TASK DIRECTIONS:
Below are the entries. Transcribe exactly the lines from the one with "translate:-50% -50%; white-space:nowrap;" through the one with "position:absolute; left:30px; top:30px;", ends included, and leave out all others.

(Collected data)
◆ ◆ ◆ ◆ ◆ ◆ ◆

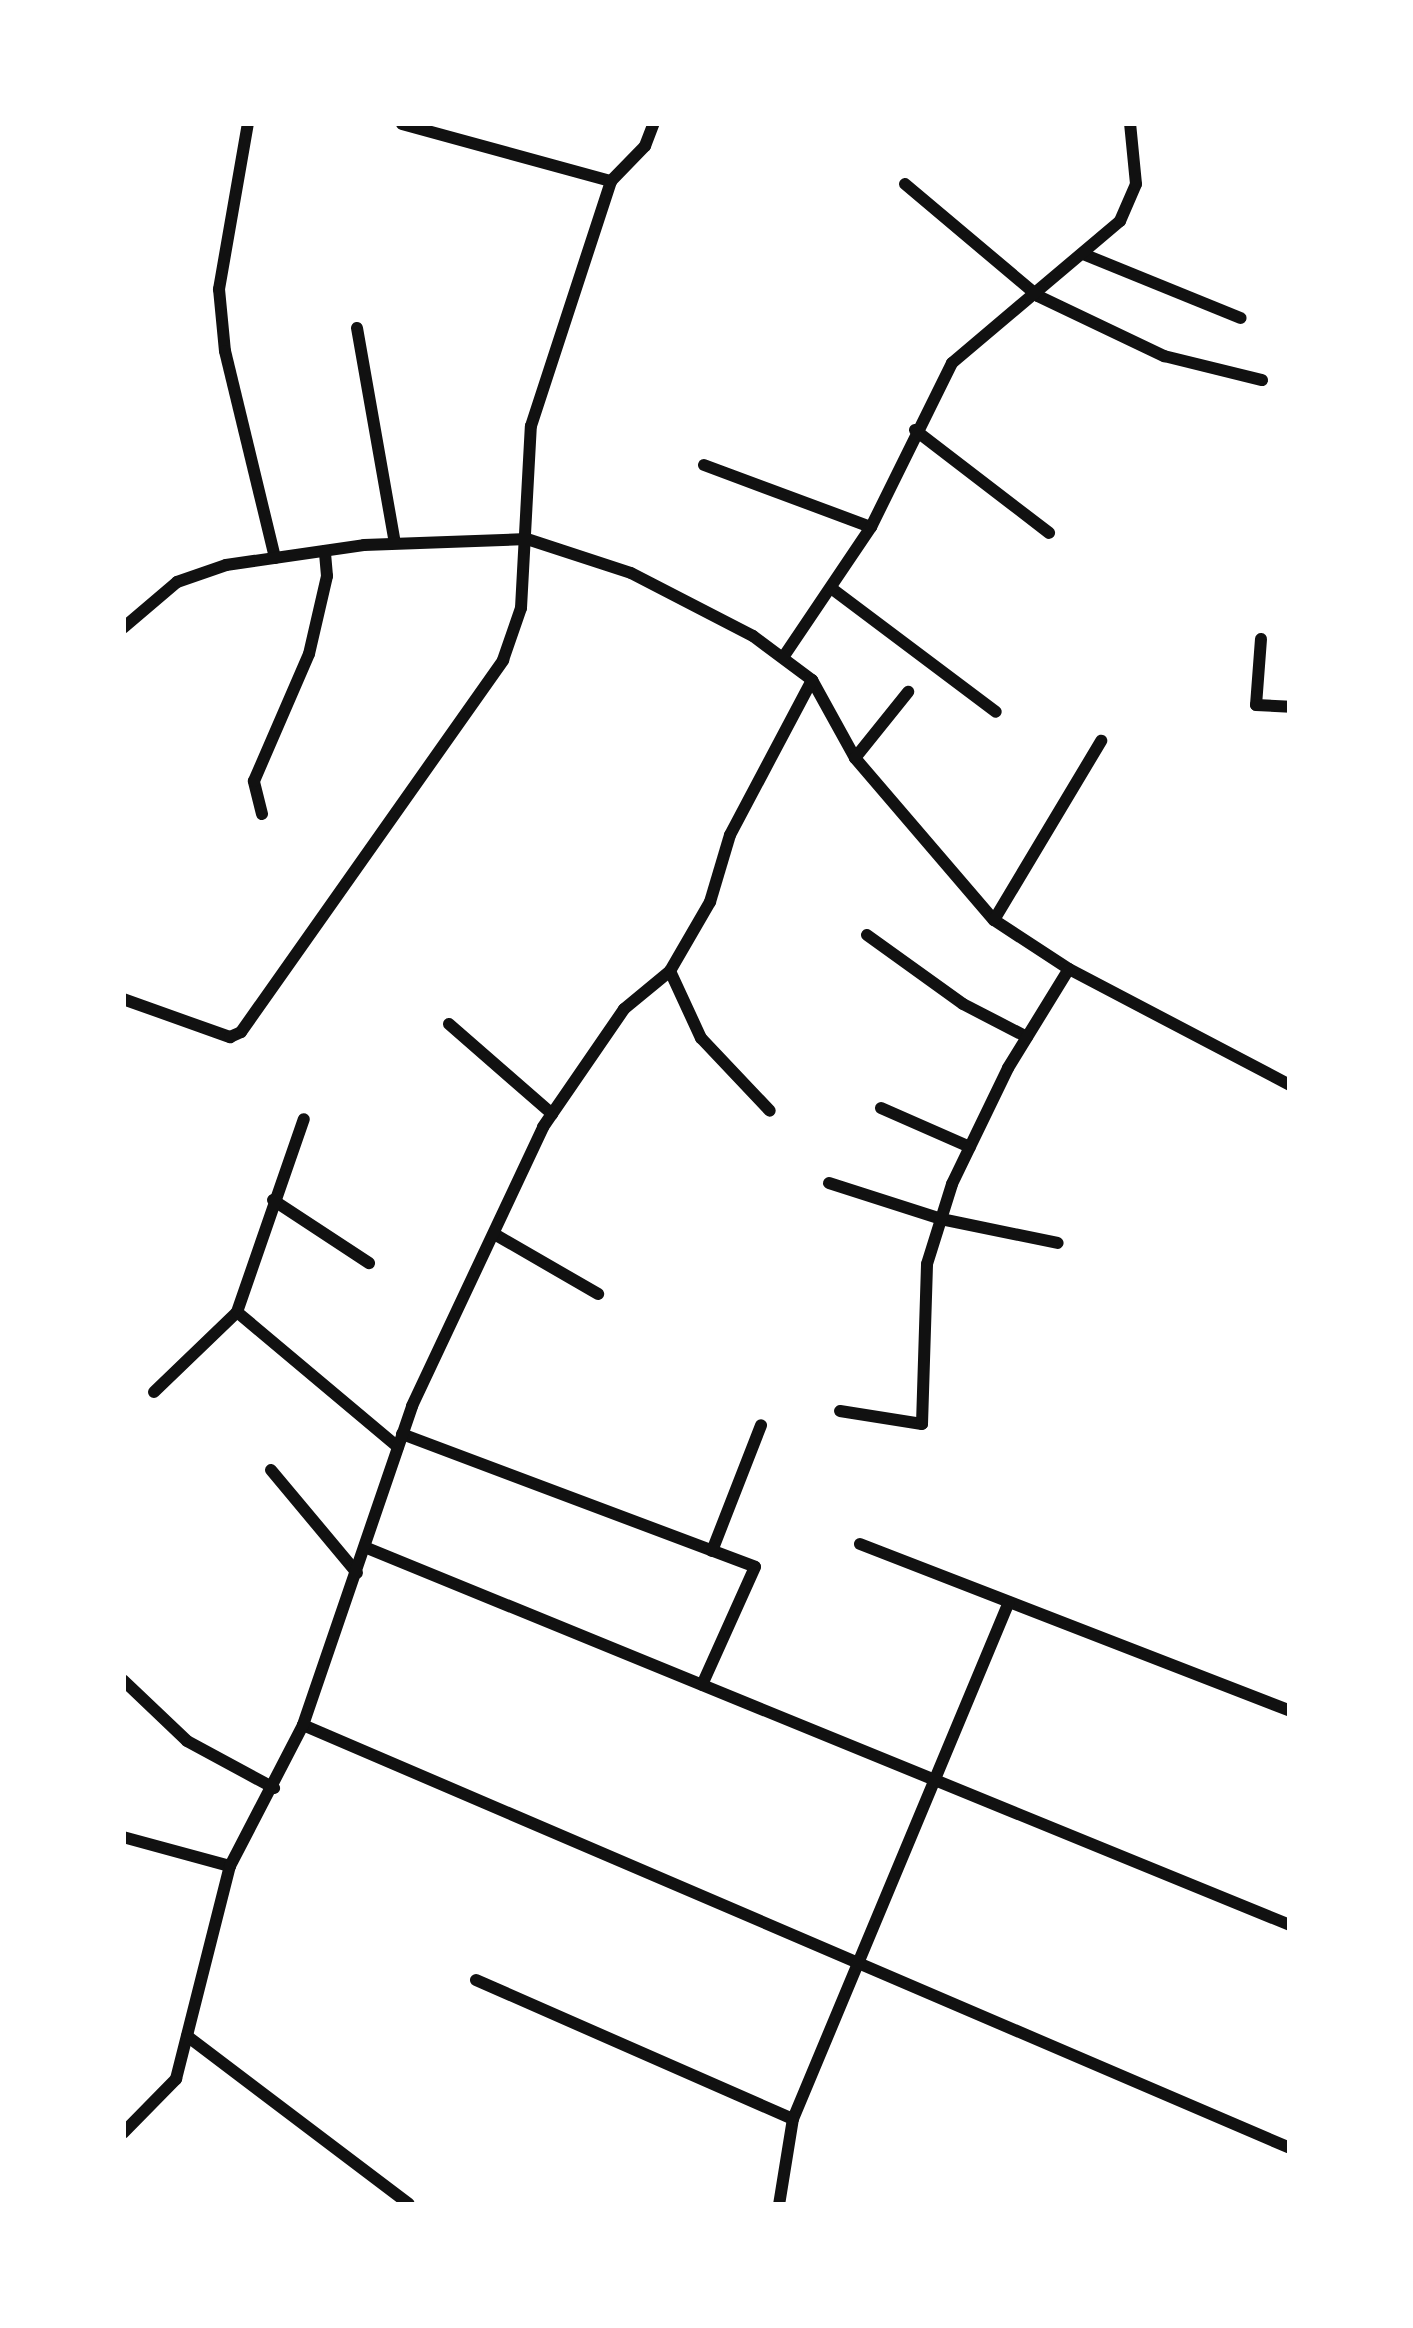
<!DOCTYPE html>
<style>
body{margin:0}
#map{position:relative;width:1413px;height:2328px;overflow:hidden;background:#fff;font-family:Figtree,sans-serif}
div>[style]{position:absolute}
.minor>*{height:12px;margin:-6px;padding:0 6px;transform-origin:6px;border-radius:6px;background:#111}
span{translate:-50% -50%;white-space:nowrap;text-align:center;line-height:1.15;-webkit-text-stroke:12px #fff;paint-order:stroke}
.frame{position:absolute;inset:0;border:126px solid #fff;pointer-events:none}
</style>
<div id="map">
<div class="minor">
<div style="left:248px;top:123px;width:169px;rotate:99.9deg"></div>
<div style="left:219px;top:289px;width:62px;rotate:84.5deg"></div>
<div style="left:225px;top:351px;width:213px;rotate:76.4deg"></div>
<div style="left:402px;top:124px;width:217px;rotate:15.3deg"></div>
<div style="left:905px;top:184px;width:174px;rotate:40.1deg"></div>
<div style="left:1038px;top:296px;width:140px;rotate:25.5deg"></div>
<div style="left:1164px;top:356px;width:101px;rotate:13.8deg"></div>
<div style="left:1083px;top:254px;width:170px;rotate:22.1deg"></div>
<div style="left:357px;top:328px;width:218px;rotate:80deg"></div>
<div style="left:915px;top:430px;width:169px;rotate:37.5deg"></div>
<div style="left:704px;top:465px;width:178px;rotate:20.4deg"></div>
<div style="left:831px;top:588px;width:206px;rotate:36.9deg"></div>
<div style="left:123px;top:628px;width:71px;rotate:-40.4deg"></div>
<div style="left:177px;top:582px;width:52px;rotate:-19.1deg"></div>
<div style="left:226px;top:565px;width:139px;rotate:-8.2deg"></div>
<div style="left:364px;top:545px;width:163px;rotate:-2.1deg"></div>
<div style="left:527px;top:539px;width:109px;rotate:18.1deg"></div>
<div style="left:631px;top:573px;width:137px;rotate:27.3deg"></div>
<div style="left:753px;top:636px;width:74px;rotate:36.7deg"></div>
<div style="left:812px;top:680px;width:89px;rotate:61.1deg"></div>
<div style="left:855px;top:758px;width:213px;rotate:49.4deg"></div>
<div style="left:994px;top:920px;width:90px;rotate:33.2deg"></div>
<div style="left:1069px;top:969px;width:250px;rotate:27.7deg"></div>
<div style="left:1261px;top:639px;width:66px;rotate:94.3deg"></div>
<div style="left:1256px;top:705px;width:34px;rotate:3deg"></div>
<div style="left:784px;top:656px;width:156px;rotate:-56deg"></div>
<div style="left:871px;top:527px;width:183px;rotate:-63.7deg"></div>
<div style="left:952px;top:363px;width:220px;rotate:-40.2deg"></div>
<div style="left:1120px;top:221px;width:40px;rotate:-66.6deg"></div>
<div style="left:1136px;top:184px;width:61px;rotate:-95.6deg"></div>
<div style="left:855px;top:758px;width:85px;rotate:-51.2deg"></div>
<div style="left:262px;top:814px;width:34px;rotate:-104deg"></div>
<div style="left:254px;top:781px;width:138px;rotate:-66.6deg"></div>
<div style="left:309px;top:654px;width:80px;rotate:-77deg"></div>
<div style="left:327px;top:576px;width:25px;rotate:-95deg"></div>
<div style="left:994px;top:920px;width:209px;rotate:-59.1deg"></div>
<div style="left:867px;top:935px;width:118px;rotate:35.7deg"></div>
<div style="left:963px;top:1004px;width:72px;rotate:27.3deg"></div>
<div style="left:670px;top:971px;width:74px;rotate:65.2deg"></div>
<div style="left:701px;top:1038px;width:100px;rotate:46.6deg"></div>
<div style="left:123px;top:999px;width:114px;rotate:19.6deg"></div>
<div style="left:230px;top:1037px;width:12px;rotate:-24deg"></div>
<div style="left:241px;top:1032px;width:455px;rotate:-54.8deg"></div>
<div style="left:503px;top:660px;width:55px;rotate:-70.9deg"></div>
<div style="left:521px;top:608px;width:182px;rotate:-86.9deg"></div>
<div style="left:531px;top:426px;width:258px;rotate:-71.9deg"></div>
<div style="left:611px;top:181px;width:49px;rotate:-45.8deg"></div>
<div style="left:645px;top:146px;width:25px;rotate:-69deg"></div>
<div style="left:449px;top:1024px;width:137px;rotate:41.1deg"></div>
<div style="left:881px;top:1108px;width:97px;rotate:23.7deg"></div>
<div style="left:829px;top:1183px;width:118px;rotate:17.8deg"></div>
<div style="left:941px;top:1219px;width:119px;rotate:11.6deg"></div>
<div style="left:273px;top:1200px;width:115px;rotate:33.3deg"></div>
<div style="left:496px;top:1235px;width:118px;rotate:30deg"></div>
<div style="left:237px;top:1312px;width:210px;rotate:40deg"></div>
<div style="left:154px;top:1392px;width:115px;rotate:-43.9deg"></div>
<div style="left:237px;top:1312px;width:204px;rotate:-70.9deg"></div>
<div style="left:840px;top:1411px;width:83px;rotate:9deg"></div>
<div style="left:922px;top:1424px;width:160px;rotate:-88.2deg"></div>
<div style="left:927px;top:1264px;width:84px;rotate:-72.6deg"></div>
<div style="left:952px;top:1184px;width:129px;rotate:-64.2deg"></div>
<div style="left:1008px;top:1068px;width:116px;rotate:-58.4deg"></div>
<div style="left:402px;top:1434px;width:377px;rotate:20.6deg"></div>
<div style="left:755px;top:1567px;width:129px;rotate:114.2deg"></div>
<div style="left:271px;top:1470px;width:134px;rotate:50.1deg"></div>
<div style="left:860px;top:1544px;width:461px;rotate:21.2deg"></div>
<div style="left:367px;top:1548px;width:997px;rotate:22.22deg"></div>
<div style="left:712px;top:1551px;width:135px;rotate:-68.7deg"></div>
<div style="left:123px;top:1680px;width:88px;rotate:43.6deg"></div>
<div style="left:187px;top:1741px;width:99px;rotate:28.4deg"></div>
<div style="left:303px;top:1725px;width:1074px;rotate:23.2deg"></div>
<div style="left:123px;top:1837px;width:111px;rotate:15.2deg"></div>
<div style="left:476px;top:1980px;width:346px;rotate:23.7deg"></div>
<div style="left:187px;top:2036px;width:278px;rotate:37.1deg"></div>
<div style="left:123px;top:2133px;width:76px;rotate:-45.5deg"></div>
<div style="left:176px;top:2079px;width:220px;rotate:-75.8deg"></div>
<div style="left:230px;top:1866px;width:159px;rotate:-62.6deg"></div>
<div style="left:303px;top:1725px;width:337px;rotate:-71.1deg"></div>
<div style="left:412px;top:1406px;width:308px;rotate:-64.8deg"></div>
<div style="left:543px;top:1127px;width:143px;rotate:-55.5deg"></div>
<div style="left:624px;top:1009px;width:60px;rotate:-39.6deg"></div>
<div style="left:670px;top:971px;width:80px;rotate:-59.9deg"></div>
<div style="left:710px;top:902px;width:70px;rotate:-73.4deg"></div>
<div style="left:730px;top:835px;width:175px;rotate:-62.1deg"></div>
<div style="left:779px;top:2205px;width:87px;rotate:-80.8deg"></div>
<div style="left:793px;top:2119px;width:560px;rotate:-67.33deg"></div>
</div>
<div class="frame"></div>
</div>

◆ ◆ ◆ ◆ ◆ ◆ ◆

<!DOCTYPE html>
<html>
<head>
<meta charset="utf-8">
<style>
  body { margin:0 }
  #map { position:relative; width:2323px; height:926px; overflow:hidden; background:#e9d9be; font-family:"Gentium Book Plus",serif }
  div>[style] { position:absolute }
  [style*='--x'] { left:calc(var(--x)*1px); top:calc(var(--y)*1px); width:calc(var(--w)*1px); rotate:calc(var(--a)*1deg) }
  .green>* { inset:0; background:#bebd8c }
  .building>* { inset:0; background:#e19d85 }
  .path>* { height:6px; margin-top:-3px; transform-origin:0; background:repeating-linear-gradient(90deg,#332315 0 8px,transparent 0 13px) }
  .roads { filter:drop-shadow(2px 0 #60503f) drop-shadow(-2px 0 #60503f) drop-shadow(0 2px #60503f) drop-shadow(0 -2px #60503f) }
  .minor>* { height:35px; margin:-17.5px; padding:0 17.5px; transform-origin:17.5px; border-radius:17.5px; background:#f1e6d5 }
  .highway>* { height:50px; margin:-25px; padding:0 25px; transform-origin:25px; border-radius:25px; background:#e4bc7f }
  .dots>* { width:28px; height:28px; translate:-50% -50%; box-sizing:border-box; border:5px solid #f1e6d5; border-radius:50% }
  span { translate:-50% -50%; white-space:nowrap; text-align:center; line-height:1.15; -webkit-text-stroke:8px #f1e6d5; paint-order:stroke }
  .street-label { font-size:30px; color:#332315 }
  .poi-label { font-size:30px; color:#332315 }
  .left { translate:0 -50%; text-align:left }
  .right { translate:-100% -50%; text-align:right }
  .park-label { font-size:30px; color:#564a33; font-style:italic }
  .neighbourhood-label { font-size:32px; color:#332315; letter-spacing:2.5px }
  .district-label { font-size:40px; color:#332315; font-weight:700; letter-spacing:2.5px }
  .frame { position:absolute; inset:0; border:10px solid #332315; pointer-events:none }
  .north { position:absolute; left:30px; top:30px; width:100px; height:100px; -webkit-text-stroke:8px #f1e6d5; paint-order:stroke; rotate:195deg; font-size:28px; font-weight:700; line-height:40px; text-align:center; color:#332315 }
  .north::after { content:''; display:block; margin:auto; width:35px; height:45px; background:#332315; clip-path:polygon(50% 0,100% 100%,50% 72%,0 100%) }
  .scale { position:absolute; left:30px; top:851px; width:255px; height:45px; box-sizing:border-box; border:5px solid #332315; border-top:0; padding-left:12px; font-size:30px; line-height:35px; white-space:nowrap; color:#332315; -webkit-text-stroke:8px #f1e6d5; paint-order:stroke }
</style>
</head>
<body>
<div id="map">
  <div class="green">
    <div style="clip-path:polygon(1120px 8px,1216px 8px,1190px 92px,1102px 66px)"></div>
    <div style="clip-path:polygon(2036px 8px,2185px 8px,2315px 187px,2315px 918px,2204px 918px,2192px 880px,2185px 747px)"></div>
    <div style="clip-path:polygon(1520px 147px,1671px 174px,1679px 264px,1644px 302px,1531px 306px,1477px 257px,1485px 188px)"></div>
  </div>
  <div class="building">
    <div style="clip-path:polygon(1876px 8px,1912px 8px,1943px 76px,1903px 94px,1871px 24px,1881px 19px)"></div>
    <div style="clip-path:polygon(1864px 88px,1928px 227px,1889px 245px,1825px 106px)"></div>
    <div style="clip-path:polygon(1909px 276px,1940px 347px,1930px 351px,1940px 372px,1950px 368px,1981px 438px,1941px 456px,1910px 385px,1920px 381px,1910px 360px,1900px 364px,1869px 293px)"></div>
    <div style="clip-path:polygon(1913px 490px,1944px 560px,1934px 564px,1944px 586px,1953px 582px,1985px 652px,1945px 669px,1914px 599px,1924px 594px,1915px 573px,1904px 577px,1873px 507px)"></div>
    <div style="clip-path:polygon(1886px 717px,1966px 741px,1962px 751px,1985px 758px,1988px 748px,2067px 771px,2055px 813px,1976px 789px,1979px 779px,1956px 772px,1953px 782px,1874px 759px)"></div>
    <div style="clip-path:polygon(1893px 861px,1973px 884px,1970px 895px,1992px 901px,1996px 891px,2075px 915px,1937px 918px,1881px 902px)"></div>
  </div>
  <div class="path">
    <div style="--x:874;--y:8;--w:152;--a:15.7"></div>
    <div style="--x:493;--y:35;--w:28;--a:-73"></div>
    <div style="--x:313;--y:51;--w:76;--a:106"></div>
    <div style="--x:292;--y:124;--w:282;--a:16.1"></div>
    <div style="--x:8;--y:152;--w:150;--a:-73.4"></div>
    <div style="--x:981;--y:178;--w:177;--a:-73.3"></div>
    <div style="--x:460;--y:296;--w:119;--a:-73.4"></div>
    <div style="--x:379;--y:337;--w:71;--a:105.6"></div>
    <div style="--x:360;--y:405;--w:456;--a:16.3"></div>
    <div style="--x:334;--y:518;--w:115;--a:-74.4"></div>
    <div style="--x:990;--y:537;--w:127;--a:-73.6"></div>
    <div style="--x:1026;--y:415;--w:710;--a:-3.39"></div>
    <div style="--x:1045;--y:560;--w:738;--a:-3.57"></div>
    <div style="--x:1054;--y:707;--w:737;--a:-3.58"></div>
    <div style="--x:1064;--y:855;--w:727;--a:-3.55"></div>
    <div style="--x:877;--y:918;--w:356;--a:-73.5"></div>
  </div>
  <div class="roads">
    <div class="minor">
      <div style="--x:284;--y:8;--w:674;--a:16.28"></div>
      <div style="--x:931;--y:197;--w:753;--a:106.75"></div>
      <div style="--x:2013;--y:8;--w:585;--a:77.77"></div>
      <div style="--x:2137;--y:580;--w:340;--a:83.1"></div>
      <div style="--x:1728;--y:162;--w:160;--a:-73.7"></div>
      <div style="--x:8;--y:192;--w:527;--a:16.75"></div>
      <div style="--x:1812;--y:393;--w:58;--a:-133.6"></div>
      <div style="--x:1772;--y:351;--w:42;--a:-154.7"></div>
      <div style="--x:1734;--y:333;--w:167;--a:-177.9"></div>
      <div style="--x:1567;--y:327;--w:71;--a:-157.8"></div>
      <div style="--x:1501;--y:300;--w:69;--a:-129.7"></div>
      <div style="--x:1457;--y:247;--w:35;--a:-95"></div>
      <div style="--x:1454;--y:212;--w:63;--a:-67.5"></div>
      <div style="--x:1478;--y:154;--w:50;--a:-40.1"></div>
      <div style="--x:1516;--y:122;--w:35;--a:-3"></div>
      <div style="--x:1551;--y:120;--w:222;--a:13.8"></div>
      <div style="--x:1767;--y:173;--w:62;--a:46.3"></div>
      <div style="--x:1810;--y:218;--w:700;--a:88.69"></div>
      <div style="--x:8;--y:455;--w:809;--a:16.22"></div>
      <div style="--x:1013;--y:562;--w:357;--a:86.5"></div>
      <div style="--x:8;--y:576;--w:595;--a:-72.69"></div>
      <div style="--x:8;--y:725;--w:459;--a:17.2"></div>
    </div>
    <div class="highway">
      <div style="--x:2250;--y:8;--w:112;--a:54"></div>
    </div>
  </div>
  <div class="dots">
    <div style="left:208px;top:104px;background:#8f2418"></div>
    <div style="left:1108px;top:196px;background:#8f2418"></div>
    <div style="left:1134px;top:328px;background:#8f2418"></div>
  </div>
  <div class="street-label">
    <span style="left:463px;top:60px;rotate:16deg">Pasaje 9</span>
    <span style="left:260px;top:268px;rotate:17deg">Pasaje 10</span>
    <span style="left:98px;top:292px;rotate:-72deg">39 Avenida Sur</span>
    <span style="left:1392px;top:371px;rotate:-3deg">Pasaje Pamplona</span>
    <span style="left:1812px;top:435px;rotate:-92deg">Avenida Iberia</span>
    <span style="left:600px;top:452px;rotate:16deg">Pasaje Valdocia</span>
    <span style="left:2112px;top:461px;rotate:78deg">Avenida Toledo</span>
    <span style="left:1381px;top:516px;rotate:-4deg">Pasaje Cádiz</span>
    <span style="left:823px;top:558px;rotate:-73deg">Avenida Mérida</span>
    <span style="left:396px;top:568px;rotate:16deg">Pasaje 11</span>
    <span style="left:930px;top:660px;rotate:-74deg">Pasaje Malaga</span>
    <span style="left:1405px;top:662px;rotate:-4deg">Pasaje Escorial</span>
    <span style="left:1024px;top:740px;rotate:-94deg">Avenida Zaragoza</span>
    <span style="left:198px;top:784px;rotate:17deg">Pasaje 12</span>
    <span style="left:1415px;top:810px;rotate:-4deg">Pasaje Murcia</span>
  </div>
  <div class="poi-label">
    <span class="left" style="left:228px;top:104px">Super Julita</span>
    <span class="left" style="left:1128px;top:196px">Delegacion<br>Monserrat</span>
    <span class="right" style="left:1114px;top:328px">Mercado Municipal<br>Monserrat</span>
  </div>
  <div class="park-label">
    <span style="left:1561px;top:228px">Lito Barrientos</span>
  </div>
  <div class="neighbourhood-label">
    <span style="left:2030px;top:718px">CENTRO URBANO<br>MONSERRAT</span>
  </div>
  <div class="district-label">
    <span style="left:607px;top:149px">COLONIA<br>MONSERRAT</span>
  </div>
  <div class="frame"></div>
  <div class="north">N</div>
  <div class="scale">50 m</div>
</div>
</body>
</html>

◆ ◆ ◆ ◆ ◆ ◆ ◆

RESULT BELOW:
  span { translate:-50% -50%; white-space:nowrap; text-align:center; line-height:1.15; -webkit-text-stroke:8px #f1e6d5; paint-order:stroke }
  .street-label { font-size:30px; color:#332315 }
  .poi-label { font-size:30px; color:#332315 }
  .left { translate:0 -50%; text-align:left }
  .right { translate:-100% -50%; text-align:right }
  .park-label { font-size:30px; color:#564a33; font-style:italic }
  .neighbourhood-label { font-size:32px; color:#332315; letter-spacing:2.5px }
  .district-label { font-size:40px; color:#332315; font-weight:700; letter-spacing:2.5px }
  .frame { position:absolute; inset:0; border:10px solid #332315; pointer-events:none }
  .north { position:absolute; left:30px; top:30px; width:100px; height:100px; -webkit-text-stroke:8px #f1e6d5; paint-order:stroke; rotate:195deg; font-size:28px; font-weight:700; line-height:40px; text-align:center; color:#332315 }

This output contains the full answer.